As our conversation progressed, we began to discuss physical exercise.  Robert told me that what helped him get through all of his injuries was not only his faith and his love for his family, but also all of the exercise he did as a young man.  He told me that “the best thing for you can do for yourself now and later on is to get physically active.  Before my injuries, I would go for long runs nearly every day.  I would work out with weights and felt amazing.  I felt like Superman.  It’s a really great feeling.” I asked him what exercises he found most effective and we talked about these a little.  I explained what work out equipment I had to work with and he offered some suggestions for how I could use these tools in my exercise regime.  I was very grateful for the lessons he had to share.

Finally, I revealed to him that I was a musical producer myself and played my latest song, “Nova,” for him.  He was very appreciative and gave me some kind feedback on my music.  He then said that it had been great talking with me, but that he had to get going.

“I’d better get going too,” I said. “But it was a pleasure to meet you.”
“Likewise,” Robert answered. “You know, Adam. You made my day.” He smiled.
“Thanks, Robert. You made mine too.  Thanks for sharing your experience with me.”

I smiled back and shook his hand, and we walked our separate ways.

***

As a child, I was  always told that we should not talk to strangers.  For children, this is wise advice, for there are many abusive people out there who wish to hurt and sexually abuse innocent children.  For them, a precautionary approach is best.  The advice also holds for people who are making their way home in sketchy urban areas late at night, where muggers and rapists sometimes lie waiting.  But there are many occasions when conversations with strangers can be wonderfully illuminating.  My discussion with Robert was one such occasion.

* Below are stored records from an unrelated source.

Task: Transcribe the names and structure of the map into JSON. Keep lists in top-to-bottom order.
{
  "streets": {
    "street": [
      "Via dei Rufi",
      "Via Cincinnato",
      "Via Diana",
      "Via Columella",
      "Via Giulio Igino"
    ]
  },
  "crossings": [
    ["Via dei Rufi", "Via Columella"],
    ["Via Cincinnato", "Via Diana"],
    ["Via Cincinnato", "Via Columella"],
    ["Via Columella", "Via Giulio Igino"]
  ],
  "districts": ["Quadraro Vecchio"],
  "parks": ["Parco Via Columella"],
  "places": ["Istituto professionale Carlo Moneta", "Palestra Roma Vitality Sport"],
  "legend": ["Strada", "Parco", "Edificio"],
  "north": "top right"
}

I learned a great deal from Robert. Robert reinforced my understanding of the importance of compassion.  All he had wanted was someone who was willing to listen to the sufferings he had undergone.  He appreciated that I took the time to do that.  His story and person inspired me and I was struck by the resilience, endurance, and courage that he showed as he overcame countless obstacles.  I talked little about myself; I was more content to listen and learn what he had to teach me about  singing and more effective workouts from him.

Robert taught me, moreover, about the importance and unspeakable value of connecting with other human beings.  As Martin Buber once wrote, “all real living is meeting.” He means here, an authentically open-hearted and open-minded encounter with another human being, with nature, or with the transcendent.  Robert and I spontaneously met and took the time to open up to one another.  The result was beautiful; it was as emotionally fulfilling as it was intellectually stimulating.  All too often, we close ourselves off to the world.  We take the bus and do not say a word to those sitting around us.  We wait at the subway station and ignore our fellow passengers.  Our social norms almost discourage us from sharing with others, telling us that we had better be quiet if we don’t want to be perceived as strange.  K-os put the point poignantly when he sung that “we don’t talk to each other now, what an alien nation.” But we must talk with each other, we must connect.  Encounters and connections are the essence of a meaningful, fulfilling life.

Robert seemed like a genuine person and, though a stranger to me initially, quickly became a welcome acquaintance.  Above all, Robert taught me to be open to new experiences; I set out for a walk in the rain and was inspired by someone I never knew I would meet.  Both Robert’s life story and my meeting with him exemplified the importance of adaptability and openness.  When we are open and adaptable, there is nothing that life can throw at us that we cannot handle.  When we cannot find a way, life teaches us to make one.